Exercise =
Below are the records; tally the lines in them that include the word "absolute" and reply with the number alone.

Stored data entries
=== Begin Enclosure ===
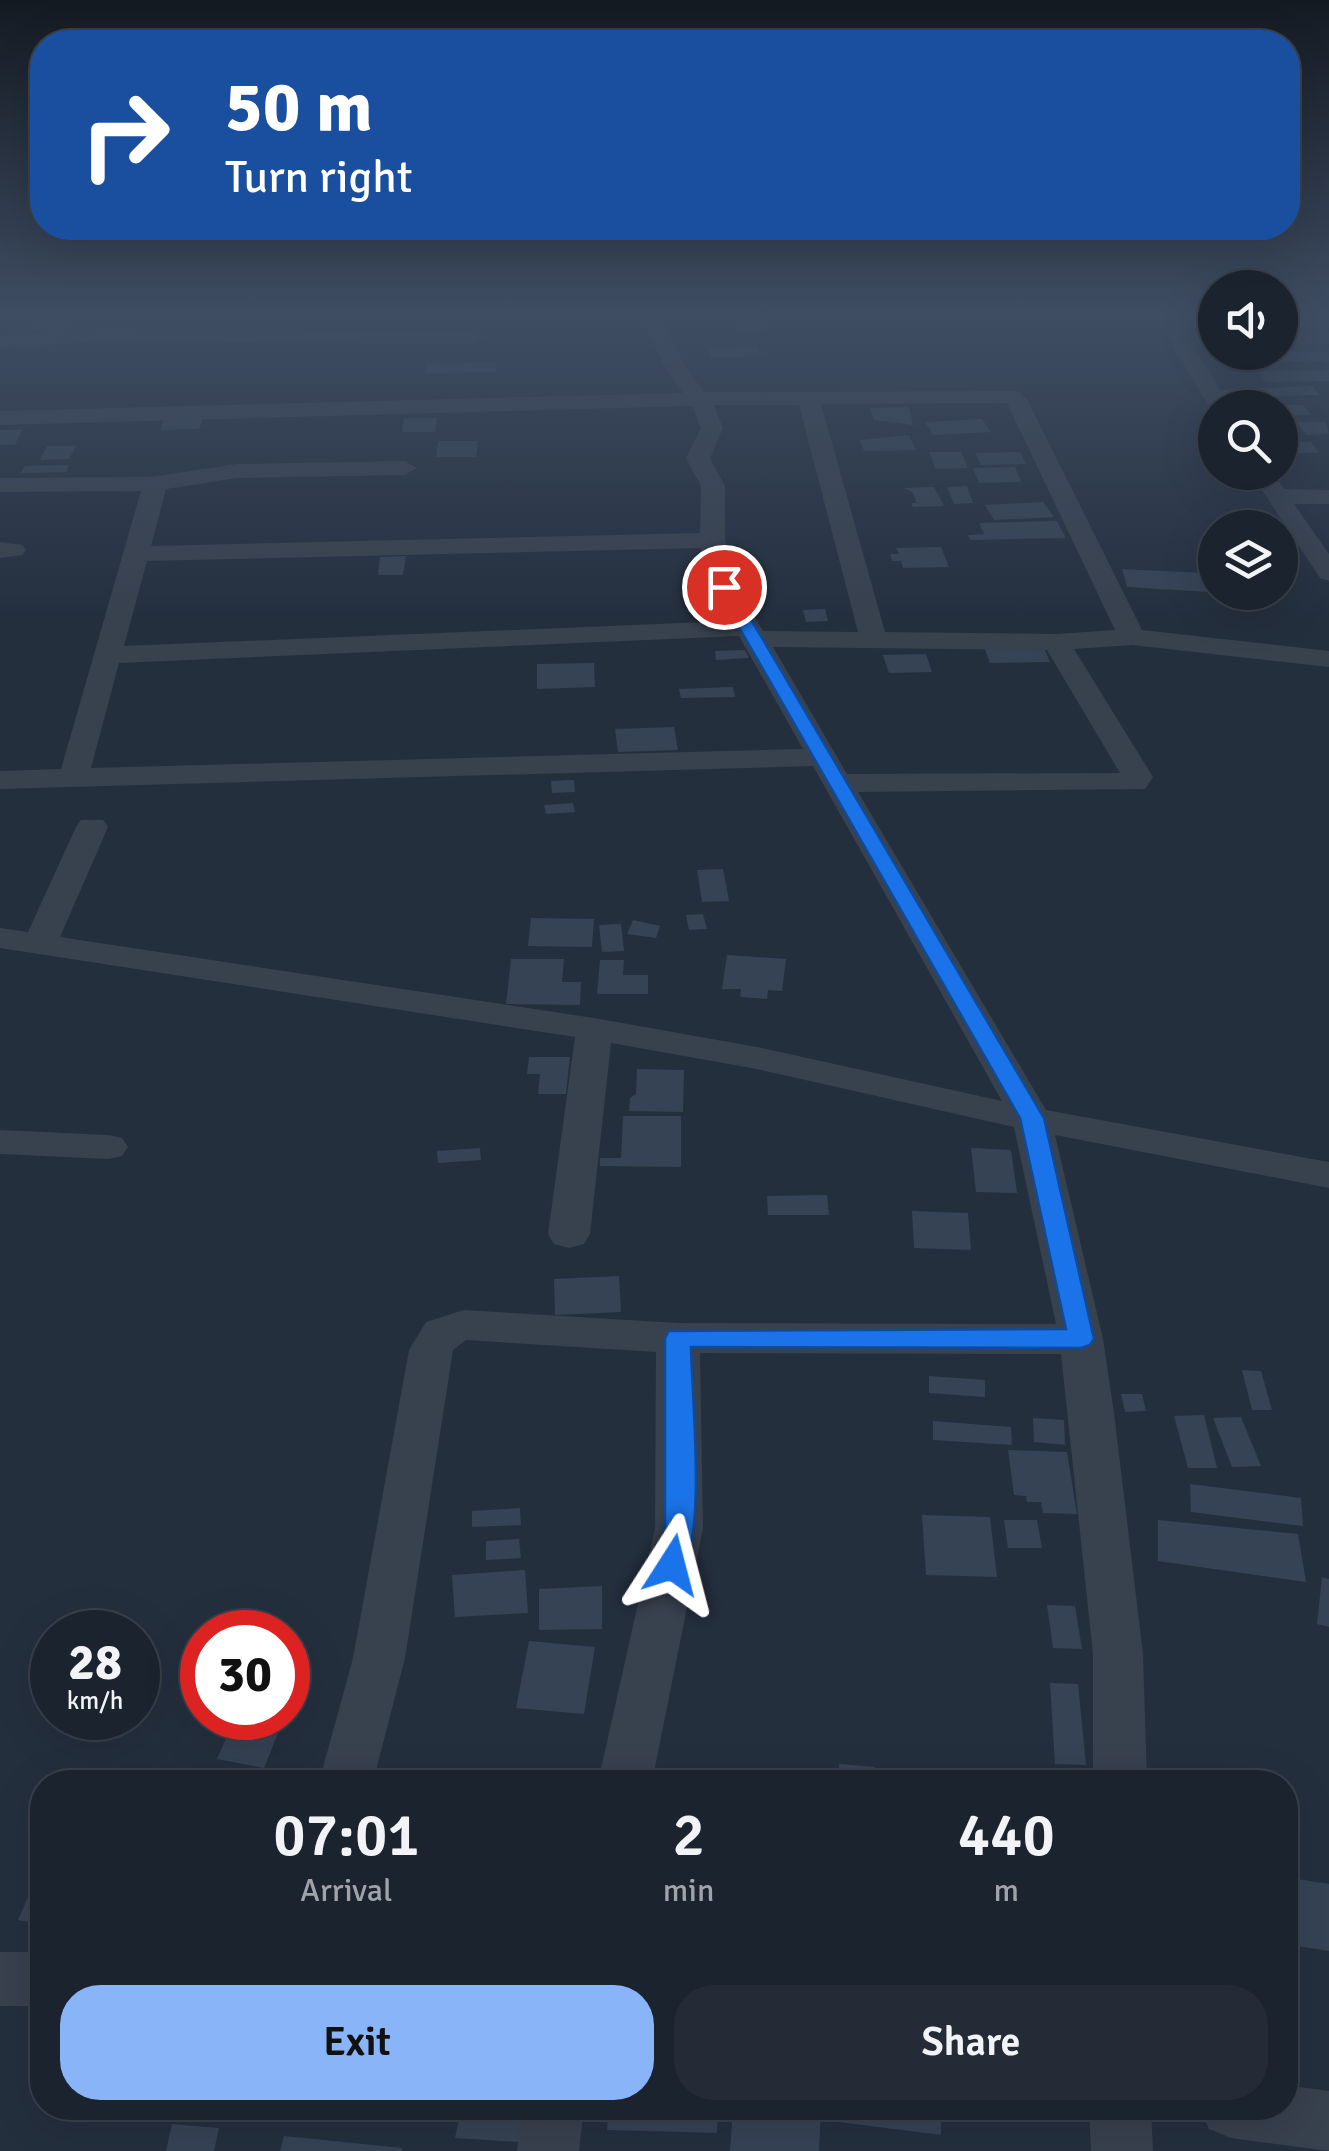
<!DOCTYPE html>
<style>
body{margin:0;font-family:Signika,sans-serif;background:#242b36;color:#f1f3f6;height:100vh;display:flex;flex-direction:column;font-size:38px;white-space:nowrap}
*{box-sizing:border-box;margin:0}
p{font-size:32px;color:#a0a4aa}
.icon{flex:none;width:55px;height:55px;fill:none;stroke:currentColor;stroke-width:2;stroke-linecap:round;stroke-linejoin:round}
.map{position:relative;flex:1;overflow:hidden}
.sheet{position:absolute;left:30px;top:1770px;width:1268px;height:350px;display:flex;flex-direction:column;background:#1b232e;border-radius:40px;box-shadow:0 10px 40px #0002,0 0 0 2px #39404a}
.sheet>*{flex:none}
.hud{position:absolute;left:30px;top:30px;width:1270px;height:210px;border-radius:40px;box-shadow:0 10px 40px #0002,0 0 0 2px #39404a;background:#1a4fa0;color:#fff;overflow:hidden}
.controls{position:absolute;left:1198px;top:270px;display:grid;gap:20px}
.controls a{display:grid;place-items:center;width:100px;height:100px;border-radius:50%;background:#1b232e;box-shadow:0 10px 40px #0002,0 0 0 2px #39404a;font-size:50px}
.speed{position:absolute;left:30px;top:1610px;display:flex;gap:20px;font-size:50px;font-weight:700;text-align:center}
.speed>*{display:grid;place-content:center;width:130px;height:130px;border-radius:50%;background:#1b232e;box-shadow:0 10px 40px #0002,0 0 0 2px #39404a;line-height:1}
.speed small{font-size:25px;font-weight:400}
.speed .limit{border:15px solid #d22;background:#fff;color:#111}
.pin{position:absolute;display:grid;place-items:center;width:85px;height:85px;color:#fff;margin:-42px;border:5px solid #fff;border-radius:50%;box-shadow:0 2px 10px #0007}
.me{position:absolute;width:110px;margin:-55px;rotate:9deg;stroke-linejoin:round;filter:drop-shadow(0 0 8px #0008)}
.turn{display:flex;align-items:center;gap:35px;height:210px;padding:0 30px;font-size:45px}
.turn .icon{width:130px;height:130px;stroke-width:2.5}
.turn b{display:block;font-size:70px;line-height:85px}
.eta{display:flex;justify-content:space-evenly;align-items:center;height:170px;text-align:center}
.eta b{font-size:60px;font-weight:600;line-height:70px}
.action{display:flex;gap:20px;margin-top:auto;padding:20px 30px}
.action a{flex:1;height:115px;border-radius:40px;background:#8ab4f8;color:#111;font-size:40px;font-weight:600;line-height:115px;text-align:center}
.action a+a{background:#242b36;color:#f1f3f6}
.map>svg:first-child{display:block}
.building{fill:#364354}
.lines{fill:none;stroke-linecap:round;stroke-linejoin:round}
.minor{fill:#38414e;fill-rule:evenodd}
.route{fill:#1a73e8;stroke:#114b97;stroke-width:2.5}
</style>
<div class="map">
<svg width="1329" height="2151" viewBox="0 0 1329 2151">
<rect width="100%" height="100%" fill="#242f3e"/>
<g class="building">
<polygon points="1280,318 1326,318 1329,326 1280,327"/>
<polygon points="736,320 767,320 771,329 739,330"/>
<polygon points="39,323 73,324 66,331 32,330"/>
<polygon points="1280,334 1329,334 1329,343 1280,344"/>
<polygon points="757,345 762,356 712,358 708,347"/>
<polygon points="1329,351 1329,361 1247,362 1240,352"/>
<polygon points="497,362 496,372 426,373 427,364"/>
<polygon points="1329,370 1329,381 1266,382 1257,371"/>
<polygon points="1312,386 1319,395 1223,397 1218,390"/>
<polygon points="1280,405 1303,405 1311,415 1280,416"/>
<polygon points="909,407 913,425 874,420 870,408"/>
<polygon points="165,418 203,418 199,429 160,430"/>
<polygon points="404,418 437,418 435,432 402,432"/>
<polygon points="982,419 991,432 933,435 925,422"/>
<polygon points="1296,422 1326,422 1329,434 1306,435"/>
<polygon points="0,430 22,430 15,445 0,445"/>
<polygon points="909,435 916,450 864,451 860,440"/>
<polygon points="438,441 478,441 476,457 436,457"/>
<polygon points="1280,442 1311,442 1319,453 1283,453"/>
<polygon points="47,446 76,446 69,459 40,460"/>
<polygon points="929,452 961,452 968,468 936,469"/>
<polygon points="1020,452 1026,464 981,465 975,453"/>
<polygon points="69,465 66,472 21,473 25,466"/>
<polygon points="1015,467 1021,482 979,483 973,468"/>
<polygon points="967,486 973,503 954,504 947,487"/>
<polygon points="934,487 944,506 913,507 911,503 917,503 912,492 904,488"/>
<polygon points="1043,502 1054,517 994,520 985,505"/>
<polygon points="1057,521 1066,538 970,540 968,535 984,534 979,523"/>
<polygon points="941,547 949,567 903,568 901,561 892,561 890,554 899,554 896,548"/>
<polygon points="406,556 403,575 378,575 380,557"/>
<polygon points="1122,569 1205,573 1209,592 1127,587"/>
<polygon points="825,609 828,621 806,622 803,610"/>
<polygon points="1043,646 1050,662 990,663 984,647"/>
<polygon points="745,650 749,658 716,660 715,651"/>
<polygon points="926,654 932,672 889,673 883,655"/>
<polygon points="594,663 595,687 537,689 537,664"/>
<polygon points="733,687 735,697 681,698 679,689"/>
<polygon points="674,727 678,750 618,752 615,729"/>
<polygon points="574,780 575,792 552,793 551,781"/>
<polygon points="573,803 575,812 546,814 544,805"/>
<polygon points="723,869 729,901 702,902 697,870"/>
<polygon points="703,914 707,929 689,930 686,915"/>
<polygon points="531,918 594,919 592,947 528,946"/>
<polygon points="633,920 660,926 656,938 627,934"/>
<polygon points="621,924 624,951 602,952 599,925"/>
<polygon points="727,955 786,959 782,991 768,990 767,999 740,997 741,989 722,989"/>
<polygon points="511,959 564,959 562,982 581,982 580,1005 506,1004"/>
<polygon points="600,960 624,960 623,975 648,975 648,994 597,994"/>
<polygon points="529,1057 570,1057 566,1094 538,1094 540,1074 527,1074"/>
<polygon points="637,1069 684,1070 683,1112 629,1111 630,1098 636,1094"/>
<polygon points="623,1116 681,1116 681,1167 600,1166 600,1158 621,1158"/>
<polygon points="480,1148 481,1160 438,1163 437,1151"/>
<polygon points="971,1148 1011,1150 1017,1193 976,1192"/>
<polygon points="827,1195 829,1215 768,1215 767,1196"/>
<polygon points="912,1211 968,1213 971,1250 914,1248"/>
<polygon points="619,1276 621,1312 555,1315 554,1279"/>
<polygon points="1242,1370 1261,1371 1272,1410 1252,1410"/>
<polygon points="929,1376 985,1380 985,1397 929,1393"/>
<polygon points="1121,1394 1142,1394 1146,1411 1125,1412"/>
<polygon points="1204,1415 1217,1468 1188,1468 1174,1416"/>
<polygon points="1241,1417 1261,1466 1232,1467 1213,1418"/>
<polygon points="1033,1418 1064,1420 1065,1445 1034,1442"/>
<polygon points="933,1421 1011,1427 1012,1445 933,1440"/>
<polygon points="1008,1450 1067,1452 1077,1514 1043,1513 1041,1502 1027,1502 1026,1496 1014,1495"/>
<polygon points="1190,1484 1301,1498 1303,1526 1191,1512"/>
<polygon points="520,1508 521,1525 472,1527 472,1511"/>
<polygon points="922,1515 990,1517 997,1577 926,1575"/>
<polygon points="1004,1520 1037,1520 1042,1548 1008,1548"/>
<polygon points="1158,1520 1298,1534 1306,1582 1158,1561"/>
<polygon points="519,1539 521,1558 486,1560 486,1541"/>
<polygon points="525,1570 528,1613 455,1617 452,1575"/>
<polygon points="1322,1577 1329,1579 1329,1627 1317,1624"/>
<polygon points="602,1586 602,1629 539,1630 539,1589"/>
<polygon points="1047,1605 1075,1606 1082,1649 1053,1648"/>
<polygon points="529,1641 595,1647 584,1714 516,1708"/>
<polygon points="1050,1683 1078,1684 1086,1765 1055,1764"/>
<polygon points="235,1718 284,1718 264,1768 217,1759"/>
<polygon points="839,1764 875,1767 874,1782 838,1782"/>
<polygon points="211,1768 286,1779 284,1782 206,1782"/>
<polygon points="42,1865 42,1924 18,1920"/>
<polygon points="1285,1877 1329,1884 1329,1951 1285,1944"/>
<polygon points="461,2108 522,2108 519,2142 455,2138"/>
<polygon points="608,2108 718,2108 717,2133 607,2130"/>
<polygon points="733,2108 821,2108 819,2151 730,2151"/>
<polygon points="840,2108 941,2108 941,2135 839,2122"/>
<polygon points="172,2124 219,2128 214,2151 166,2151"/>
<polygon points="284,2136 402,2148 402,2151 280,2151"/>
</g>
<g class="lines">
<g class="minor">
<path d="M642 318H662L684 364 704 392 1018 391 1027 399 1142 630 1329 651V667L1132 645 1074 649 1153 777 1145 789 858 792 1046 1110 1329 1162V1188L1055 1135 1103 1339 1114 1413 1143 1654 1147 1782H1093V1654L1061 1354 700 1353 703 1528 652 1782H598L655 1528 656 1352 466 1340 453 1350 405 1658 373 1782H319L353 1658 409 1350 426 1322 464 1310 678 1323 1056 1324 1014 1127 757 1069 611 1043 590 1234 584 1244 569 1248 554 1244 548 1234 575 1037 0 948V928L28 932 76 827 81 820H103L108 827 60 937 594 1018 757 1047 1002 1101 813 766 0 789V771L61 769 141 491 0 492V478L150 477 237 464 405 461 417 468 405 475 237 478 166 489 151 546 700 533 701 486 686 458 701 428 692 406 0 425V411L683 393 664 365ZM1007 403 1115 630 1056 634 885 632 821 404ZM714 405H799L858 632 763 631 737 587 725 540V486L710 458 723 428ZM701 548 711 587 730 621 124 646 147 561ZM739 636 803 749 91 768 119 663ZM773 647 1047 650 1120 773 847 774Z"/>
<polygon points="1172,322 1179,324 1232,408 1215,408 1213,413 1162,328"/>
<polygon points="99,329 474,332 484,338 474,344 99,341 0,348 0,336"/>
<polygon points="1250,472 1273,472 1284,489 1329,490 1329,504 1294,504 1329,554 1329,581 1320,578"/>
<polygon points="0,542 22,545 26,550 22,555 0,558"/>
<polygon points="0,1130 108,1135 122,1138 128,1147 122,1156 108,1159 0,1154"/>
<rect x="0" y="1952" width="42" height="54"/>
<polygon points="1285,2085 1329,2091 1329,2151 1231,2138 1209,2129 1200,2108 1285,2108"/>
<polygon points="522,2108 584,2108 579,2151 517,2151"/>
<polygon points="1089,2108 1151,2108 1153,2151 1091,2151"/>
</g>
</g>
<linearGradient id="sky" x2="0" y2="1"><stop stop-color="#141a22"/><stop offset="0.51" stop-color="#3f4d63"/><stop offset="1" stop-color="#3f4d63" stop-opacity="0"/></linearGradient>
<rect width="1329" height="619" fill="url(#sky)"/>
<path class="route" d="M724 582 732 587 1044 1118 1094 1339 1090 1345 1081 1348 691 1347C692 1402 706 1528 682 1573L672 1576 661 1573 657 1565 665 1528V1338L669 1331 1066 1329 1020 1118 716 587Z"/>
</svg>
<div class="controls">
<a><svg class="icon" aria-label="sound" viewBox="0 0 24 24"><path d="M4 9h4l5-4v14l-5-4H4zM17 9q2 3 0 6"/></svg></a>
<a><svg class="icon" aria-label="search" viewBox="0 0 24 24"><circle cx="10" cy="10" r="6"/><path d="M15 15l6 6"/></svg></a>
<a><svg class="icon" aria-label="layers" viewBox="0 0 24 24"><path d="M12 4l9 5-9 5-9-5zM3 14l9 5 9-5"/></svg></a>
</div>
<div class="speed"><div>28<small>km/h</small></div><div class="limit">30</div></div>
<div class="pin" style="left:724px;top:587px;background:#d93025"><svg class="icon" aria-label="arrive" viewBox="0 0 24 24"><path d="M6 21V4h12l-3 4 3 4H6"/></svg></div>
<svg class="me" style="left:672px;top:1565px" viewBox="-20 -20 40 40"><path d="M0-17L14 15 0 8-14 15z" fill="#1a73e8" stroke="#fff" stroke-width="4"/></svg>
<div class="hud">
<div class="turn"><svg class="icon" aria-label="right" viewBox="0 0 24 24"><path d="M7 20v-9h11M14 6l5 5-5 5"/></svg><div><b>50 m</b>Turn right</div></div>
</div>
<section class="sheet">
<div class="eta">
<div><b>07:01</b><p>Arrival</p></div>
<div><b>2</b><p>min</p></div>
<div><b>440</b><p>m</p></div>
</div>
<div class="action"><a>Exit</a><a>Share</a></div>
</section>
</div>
=== End Enclosure ===
Answer space =
6